WOMEN THAT PACK A PUNCH
At exhibitions, there is often the kind of art that puts you to sleep and then there’s the kind that shakes up each cell in your body, changing the alchemy of your very existence.
As you enter the exhibition hall at Park Gallery, the thing you may notice first is how the women in Umesh Shah’s latest solo exhibition titled Invention in Tradition—their standing, seated, reclining bodies splayed in the most unflattering of poses—disregard you.
Whether it be in the distinct sharpness of their two-dimensional eyes that stare unfalteringly at the world, or in the expressions evoked through the uninhibited turn of their lips, the women are striking, bold, unbeatable. It looks like every woman in this collection of 31 paintings is smirking at the world, and by extension, at you, the audience. “We don’t give a hoot about you,” they seem to casually proclaim.
There is also a certain masculinity to their poise, an almost transvestite quality to these peculiarly long nosed women who seem to reveal all that is beautiful in them as well as that which is ugly. Hips curve, breasts jut out of chest unperturbed, hands move, hold, possess. Together, the collection seems to be saying that nothing could be more attractive than a woman who—in her attitude, poise and expressions—conquers the manly space of confidence and self-assuredness while still preserving her femininity. Naturally, they have a flair that is missing in our cultural understanding of women where they are still expected to be beautiful in a demure, dainty way. Shyness may be considered a virtue, politeness a quality still very much desired in and demanded of women, but they only serve to limit what being a woman means. Petulant, moody, unafraid of expressing themselves, the figurines in this collection are not even remotely shy. Clever, mischievous, they entice, opening up limitless possibilities in the tiny space of an art gallery.

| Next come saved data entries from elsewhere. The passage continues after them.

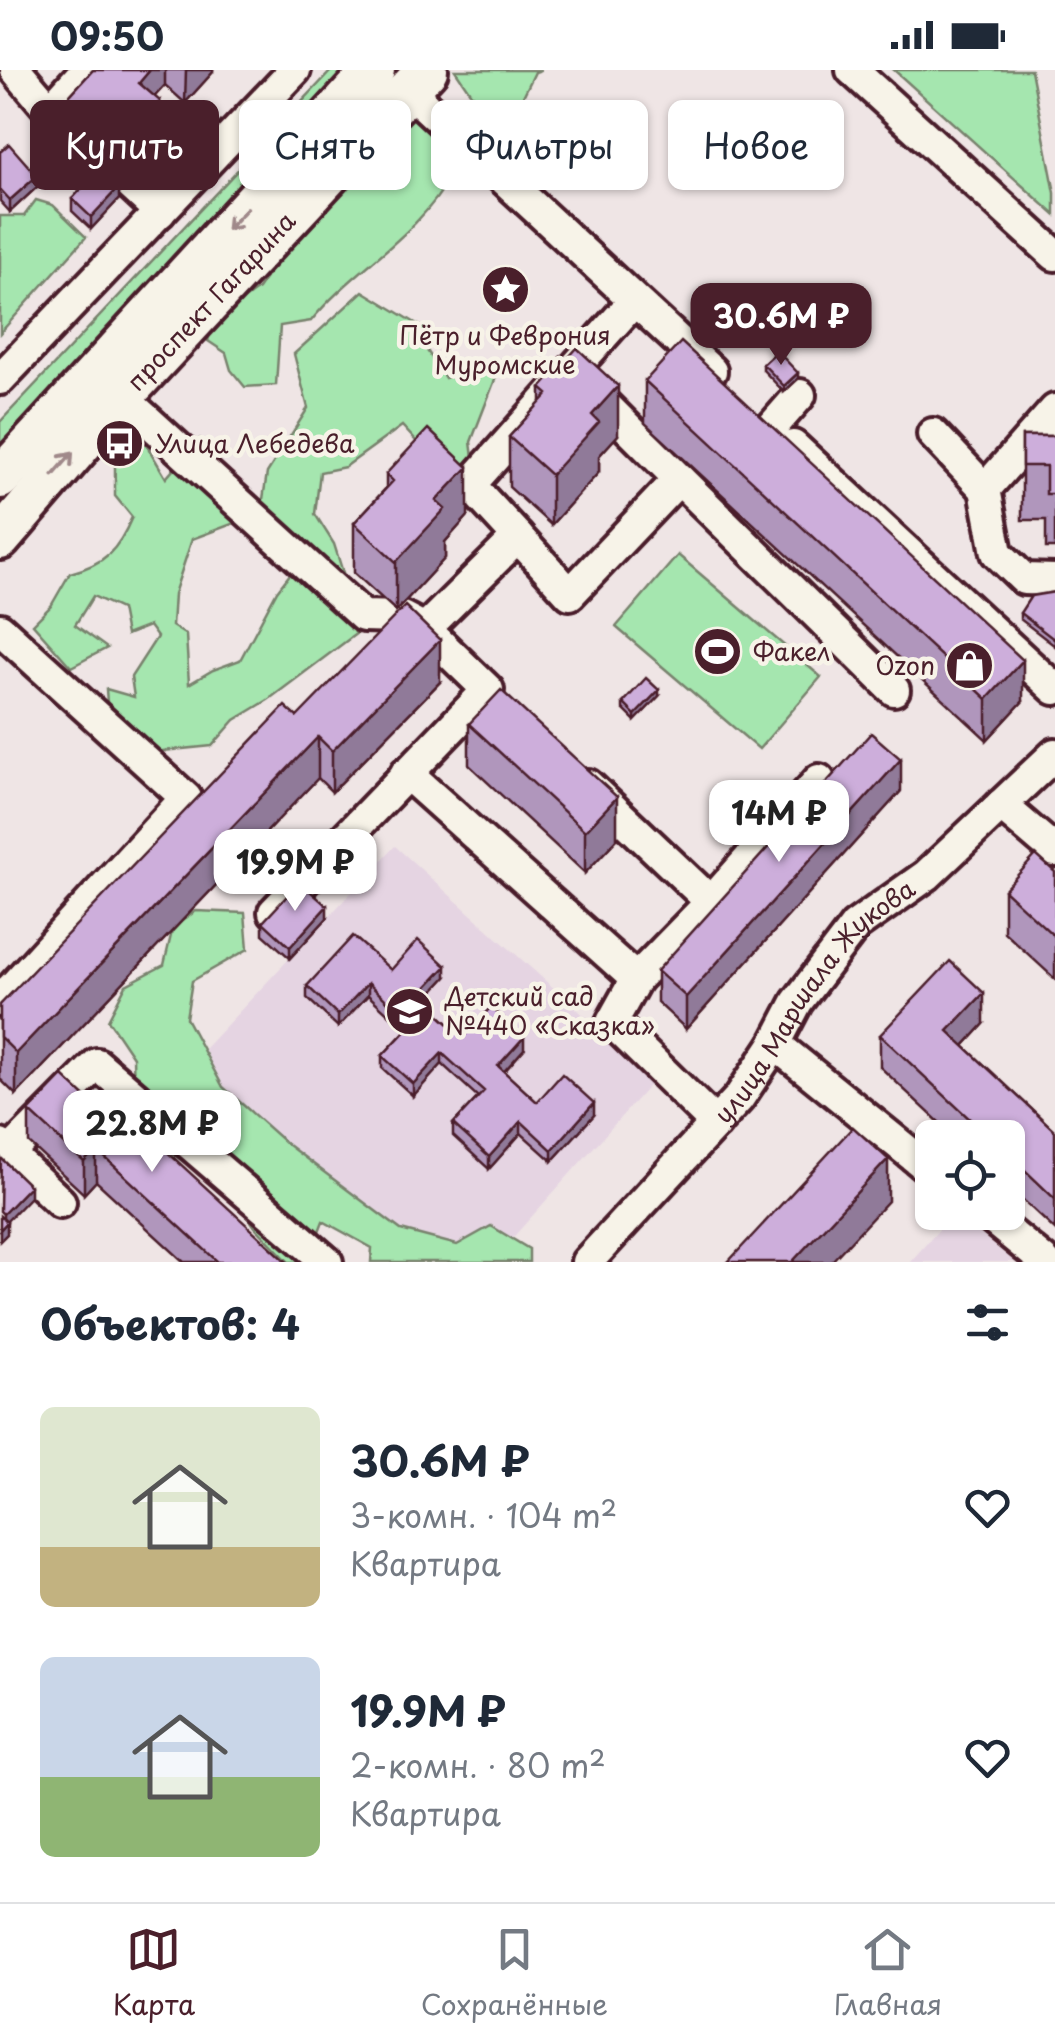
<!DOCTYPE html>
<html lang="ru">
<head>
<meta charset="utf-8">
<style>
  :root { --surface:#fff; --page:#f2f2f3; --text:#1f2937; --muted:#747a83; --line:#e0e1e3; --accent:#4a1f2b }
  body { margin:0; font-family:"Playpen Sans",sans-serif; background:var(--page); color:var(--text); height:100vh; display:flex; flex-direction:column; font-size:38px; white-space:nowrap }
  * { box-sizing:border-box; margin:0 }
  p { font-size:32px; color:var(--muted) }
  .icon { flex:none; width:55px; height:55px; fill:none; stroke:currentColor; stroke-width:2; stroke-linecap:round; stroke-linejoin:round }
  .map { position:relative; height:1192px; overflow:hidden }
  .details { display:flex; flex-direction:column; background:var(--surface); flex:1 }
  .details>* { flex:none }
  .banner { position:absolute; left:30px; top:30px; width:995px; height:90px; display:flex; gap:20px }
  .controls { position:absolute; left:915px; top:1050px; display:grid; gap:20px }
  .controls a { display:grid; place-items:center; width:110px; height:110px; border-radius:15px; background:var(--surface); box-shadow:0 2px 8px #0004; font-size:50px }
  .price { position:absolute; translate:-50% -85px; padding:0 22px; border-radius:20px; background:#fff; color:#222; font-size:32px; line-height:65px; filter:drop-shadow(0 2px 5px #0008) }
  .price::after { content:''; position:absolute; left:50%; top:60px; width:30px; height:22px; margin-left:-15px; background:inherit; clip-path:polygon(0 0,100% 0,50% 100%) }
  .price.active { background:var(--accent); color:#fff }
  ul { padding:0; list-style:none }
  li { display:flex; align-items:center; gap:30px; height:250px; padding:0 40px }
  li span { display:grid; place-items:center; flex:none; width:280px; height:200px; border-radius:15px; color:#555 }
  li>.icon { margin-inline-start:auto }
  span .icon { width:120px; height:120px; fill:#fffc; stroke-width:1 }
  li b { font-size:42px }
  h2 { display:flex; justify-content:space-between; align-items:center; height:120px; padding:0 40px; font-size:42px }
  .tag { padding:0 35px; border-radius:15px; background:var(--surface); box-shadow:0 2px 8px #0004; font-size:35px; line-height:90px }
  .tag.active { background:var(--accent); color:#fff }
  .status { display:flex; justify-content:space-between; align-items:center; height:70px; padding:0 50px; background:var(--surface); direction:ltr }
  .status svg { height:28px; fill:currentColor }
  .dock { display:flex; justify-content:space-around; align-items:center; height:140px; border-top:2px solid var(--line); background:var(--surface); font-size:28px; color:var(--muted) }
  .dock a { display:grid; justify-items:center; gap:5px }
  .dock .active { color:var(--accent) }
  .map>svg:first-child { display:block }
</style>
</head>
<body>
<div class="status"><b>09:50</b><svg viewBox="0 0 49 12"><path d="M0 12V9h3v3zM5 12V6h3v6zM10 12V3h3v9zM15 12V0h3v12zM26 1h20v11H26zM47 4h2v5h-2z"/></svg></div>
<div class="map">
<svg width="1055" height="1192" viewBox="0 0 1055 1192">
  <rect width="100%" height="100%" fill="#efe5e5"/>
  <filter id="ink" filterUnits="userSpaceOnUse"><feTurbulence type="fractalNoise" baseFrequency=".01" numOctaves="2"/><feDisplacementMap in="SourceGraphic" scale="20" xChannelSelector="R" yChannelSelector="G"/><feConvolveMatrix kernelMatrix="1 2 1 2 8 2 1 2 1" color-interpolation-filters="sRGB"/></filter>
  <g filter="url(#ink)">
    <path fill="#e5d4e2" d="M395 776 655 1009 491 1192H409L191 993Z
      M954 1143 1015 1192H910Z"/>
    <path fill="#a5e6af" stroke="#78826d" stroke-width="2.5" d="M332 0H349L187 172 0 379V352Z
      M455 0H541L535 2 514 45 494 75 474 28Z
      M894 0H1031L1055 123V145Z
      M424 23 463 58C460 72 458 91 452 104 418 167 354 198 311 251L280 256 276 315 245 317 231 300 226 283 208 271 213 252 258 219 292 170 361 89 396 65Z
      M36 130 53 135 86 167 0 263V146H24Z
      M363 221 427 260 424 276 445 308 503 289 471 372 475 403 465 424 402 356 345 397 320 402 315 444 334 474 361 560 268 630 235 650 212 676 143 683 108 647 106 619 134 627 131 607 157 567 149 556 126 565 121 539 93 526 75 555 107 578 71 597 33 554 51 536 70 503C105 494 118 480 132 447L115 426V391L133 370 146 374 166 408 200 369 223 401 240 451 192 469 174 524 172 556 186 565 189 614 213 600 240 590 277 521 294 499 258 462 267 403 308 338 294 284Z
      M678 485 821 607 759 679 616 557Z
      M196 841 245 843 248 879 192 911 186 948 223 1017 288 1075 401 1160 457 1175 491 1156 529 1179V1192H371L372 1178 323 1151 307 1192H289L255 1157 234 1126 135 1058 133 987 108 950 126 915 164 895 173 857Z"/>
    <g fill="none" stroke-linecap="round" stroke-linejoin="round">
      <defs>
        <g id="minor">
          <path d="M16 0 50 40"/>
          <path d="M852 0 1055 185"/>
          <path d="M408 20 711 301"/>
          <path d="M69 58 50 40 86 0"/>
          <path d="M104 90 160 142"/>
          <path d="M0 309 295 0"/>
          <path d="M122 327 363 546 402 547 425 559 488 620 274 842"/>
          <path d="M1055 340 985 419 997 483 1024 509 1055 510"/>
          <path d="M772 357 800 325"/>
          <path d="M933 364 985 419"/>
          <path d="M793 376 1055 619"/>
          <path d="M679 409 894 620"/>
          <path d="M518 467 470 415 634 231"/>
          <path d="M0 559 186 728 0 931"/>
          <path d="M425 559 518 467 570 524 679 409 591 321"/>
          <path d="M406 703 636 909 612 952 716 1054"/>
          <path d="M588 715 711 832"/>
          <path d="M1001 735 1055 781"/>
          <path d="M636 909 711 832 819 710"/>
          <path d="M775 974 932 1101"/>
          <path d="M0 1075 60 1132"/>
          <path d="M9 1083 97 994 327 1192"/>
          <path d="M984 1142 1045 1192"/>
          <path id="s1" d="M587 1192 739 1028 775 974 797 932 855 856 927 805 1055 684"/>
        </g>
        <g id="major">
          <path d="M0 408 374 0"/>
          <path id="s2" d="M0 469 122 327 427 0"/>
        </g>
      </defs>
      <use href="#minor" stroke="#4a1f2b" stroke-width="38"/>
      <use href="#major" stroke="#4a1f2b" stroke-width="48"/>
      <use href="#minor" stroke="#f7f3e8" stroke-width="30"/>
      <use href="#major" stroke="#f7f3e8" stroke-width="40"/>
    </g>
    <path fill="#b096bc" stroke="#4a1f2b" stroke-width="2.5" d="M93 0H213V2L185 33 165 15 154 27 160 63 129 97 111 82 97 97 62 65V34Z
      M0 82 37 117 10 142 0 131Z
      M72 129H119L91 159 72 141Z
      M763 294 798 309 784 322 763 300Z
      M645 311 1023 631 987 670 645 353Z
      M541 318 618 365 599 386V402L551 455 509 417V367L541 332Z
      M1022 366H1055V478H1046V450H1022Z
      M386 404 468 446 445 472V488L396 541 354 503V453L386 418Z
      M1055 522V576L1020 549V543Z
      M440 612 332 722 318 708 16 1025 0 1009V935L297 647Z
      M659 626 635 651 623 639V633Z
      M469 654 617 769 585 803 469 695Z
      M901 721 686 959 657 932V901Z
      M1055 802V909L1004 862V820Z
      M327 848 290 888 263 864V852Z
      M446 907 424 931 463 967 524 979 504 1002 537 1032 594 1045 552 1091 521 1063 489 1099 453 1066V1054L478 1027 442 994 413 1026 382 998V986L406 960 368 925 338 957 307 928V916Z
      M984 954 964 976 1055 1061V1160L1008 1116V1068H956L880 997V965Z
      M29 1041 128 1067 287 1192H184L96 1111 84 1124 29 1073Z"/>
    <path fill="#907a99" stroke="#4a1f2b" stroke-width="2.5" d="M150 0H165V15L139 44V13Z
      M186 0H213V2L185 33Z
      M160 31V63L129 97V66Z
      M111 50V82L97 97V65Z
      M37 106V117L10 142V130Z
      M119 117V129L91 159V147Z
      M798 303V309L784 322V316Z
      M618 316V365L599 386V402L551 455V405L592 345Z
      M468 397V446L445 472V488L396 541V492L436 431Z
      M440 570V612L332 722V681Z
      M1023 590V631L987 670V629Z
      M659 620V626L635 651V645Z
      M318 667V708L16 1025V983Z
      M901 689V721L686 959V927Z
      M617 727V769L585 803V761Z
      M327 836V848L290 888V877Z
      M446 896V907L418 937V926Z
      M368 913V925L338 957V945Z
      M984 923V954L948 993V961Z
      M524 967V979L498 1008V996Z
      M442 983V994L413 1026V1014Z
      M594 1033V1045L552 1091V1080Z
      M521 1051V1063L489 1099V1087Z
      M96 1079V1111L84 1124V1092Z
      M888 1089V1131L831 1192H792Z
      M30 1116V1127L3 1155V1144Z
      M7 1152V1164L0 1171V1160Z"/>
    <path fill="#cdaedb" stroke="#4a1f2b" stroke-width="2.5" d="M93 0H150L139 13 160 31 129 66 111 50 97 65 62 34Z
      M9 74 37 106 10 130 0 119V82Z
      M100 99 119 117 91 147 72 129Z
      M681 272 1023 590 987 629 645 311Z
      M577 278 618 316 592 345 599 352 551 405 509 367 548 324 541 318Z
      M777 281 798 303 784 316 763 294Z
      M428 359 468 397 436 431 445 439 396 492 354 453 393 411 386 404Z
      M1022 366H1055V424H1046V396H1022Z
      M1055 522V570L1020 543 1031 526Z
      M405 536 440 570 332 681 318 667 16 983 0 967V935L285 636 297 647Z
      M646 608 659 620 635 645 623 633Z
      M501 620 617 727 585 761 469 654Z
      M871 663 901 689 686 927 657 901Z
      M1036 785 1055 802V867L1004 820Z
      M300 812 327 836 290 877 263 852Z
      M353 866 391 900 418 870 446 896 418 926 463 967 491 937 524 967 498 996 537 1032 562 1004 594 1033 552 1080 521 1051 489 1087 453 1054 484 1021 442 983 413 1014 382 986 412 954 368 913 338 945 307 916Z
      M950 891 984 923 948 961 1055 1061V1129L1008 1084V1068H990L880 965Z
      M63 1006 128 1067 138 1055 287 1192H218L96 1079 84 1092 29 1041Z
      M853 1057 888 1089 792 1192H728Z
      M1 1088 30 1116 3 1144 0 1141Z
      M0 1146 7 1152 0 1160Z"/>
    <defs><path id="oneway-shaft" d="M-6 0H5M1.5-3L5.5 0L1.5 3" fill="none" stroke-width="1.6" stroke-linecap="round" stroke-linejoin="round" transform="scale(2.5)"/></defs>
    <g stroke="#a0898a">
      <use href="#oneway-shaft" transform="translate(237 149) rotate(133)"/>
      <use href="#oneway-shaft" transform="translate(63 394) rotate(-49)"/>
    </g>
  </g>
  <defs>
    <symbol id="sight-disc" viewBox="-11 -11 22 22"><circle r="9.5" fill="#4a1f2b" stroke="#f7f3e8"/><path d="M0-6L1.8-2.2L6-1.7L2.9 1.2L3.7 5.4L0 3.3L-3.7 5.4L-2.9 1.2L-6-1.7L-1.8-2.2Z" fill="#fff"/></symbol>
    <symbol id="bus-disc" viewBox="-11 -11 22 22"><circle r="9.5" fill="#4a1f2b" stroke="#f7f3e8"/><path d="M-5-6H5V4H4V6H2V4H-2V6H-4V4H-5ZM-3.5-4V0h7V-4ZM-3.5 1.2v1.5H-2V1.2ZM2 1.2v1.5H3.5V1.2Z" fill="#fff"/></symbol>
    <symbol id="stadium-disc" viewBox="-11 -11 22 22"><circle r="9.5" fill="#4a1f2b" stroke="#f7f3e8"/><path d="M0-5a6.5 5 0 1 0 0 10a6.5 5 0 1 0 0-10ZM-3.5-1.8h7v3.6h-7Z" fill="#fff"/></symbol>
    <symbol id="shop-disc" viewBox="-11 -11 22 22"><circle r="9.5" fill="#4a1f2b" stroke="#f7f3e8"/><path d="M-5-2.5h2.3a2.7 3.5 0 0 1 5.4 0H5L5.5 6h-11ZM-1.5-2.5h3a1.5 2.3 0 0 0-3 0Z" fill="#fff"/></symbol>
    <symbol id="school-disc" viewBox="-11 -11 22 22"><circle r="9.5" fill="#4a1f2b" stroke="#f7f3e8"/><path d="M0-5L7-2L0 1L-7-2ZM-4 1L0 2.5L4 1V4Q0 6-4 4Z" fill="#fff"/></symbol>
  </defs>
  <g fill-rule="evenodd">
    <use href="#sight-disc" x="478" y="192" width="55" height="55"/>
    <use href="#bus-disc" x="92" y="346" width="55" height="55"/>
    <use href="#stadium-disc" x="690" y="554" width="55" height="55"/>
    <use href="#shop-disc" x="942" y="568" width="55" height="55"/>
    <use href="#school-disc" x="382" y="914" width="55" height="55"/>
  </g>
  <g text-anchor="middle" stroke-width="9" stroke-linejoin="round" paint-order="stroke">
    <g font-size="25" fill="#4a1f2b" stroke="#f7f3e8">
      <text dy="9" stroke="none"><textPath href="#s2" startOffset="318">проспект Гагарина</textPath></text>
      <text dy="9" stroke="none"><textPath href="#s1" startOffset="348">улица Маршала Жукова</textPath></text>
    </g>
    <g font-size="25" fill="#4a1f2b" stroke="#f7f3e8" text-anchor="start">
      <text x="505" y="275" text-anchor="middle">Пётр и Феврония<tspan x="505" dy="29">Муромские</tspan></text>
      <text x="155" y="383">Улица Лебедева</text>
      <text x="753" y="591">Факел</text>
      <text x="935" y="605" text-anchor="end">Ozon</text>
      <text x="445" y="936">Детский сад<tspan x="445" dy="29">№440 «Сказка»</tspan></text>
    </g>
  </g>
</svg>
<div class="controls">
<a><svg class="icon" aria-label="locate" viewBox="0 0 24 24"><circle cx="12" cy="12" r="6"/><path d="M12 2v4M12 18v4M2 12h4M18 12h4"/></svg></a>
</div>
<b class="price active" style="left:781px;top:298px">30.6M ₽</b>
<b class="price" style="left:779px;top:795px">14M ₽</b>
<b class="price" style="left:295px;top:844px">19.9M ₽</b>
<b class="price" style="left:152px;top:1105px">22.8M ₽</b>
<div class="banner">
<a class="tag active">Купить</a>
<a class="tag">Снять</a>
<a class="tag">Фильтры</a>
<a class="tag">Новое</a>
</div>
</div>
<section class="details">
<h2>Объектов: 4<svg class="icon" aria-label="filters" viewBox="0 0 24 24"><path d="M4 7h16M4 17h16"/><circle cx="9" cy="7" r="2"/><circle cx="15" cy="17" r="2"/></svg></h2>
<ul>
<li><span style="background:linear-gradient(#dfe7d0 70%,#c2b280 0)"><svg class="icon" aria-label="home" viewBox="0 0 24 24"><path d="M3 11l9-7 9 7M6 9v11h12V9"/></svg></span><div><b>30.6M ₽</b><p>3-комн. · 104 m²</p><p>Квартира</p></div><svg class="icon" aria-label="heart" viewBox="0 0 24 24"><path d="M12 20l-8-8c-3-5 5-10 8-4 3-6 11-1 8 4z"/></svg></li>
<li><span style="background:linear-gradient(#c9d6e8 60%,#8fb573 0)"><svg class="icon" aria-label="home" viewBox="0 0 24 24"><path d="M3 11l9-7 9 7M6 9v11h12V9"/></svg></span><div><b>19.9M ₽</b><p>2-комн. · 80 m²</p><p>Квартира</p></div><svg class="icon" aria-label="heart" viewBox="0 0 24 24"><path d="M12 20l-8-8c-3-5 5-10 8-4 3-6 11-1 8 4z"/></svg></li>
</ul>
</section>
<nav class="dock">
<a class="active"><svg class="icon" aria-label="map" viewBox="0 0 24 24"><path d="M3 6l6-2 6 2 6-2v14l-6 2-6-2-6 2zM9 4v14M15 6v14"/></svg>Карта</a>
<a><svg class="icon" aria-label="saved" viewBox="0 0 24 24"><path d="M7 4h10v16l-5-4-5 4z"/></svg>Сохранённые</a>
<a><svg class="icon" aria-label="home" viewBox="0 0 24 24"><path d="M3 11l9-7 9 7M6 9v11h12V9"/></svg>Главная</a>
</nav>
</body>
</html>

Shah predominantly works in blues and greens; the turquoise colour itself feels like an overarching theme, and seems to represent moonlight. Even though the paintings are oil/acrylic on canvas, they carry a rustic feel, creating the impression of Maithili art that has aged on village walls for years, causing some of the paint to peel or chip away. The brightness of the colour combination coupled with the uneven texture brings the paintings to life. On top of that, everything in Shah’s paintings is injected with personality, whether it’s the women themselves, or the mirror one of them holds in a painting, or the barely visible cat in the background in another.
At a juncture in human history such as this, we often look upon traditions as cumbersome barriers to individual freedom and liberty. Yet, with the increasing legitimacy that individuality has gained, humanity has also come to face an existential crisis where isolated individuals have hit upon a dearth of meaning.
Perhaps traditions did serve a role to make life meaningful, even though in their appearance they seemed to confine. Perhaps there is something in them to preserve, maintain, recreate. Shah’s collection pushes forth this idea, reclaiming the traditional space of Maithili art with an unabashed celebration of women that wander through the night, mingling with darkness and indulging in their sensuality.
In re-inventing traditions, Shah inevitably subverts them, provoking the orthodox eye, but also providing scope for modern, fragmented lives to find a home, feel native, start belonging again.
Art is ultimately philosophy, and in its essence, this collection gestures towards an inner freedom that neither tradition nor modernity can take away from us.
At first glance, Invention in Tradition is a collection of contemporary paintings that draw a strong influence from traditional Maithili art. A closer look reveals that it is, in fact, a story strung together through rustic and visually seductive images. Spend an hour surrounded by these paintings, and you’ll find that it may have changed the alchemy of your existence.
Invention in Tradition is on exhibition at Park Gallery in Patan until April 23.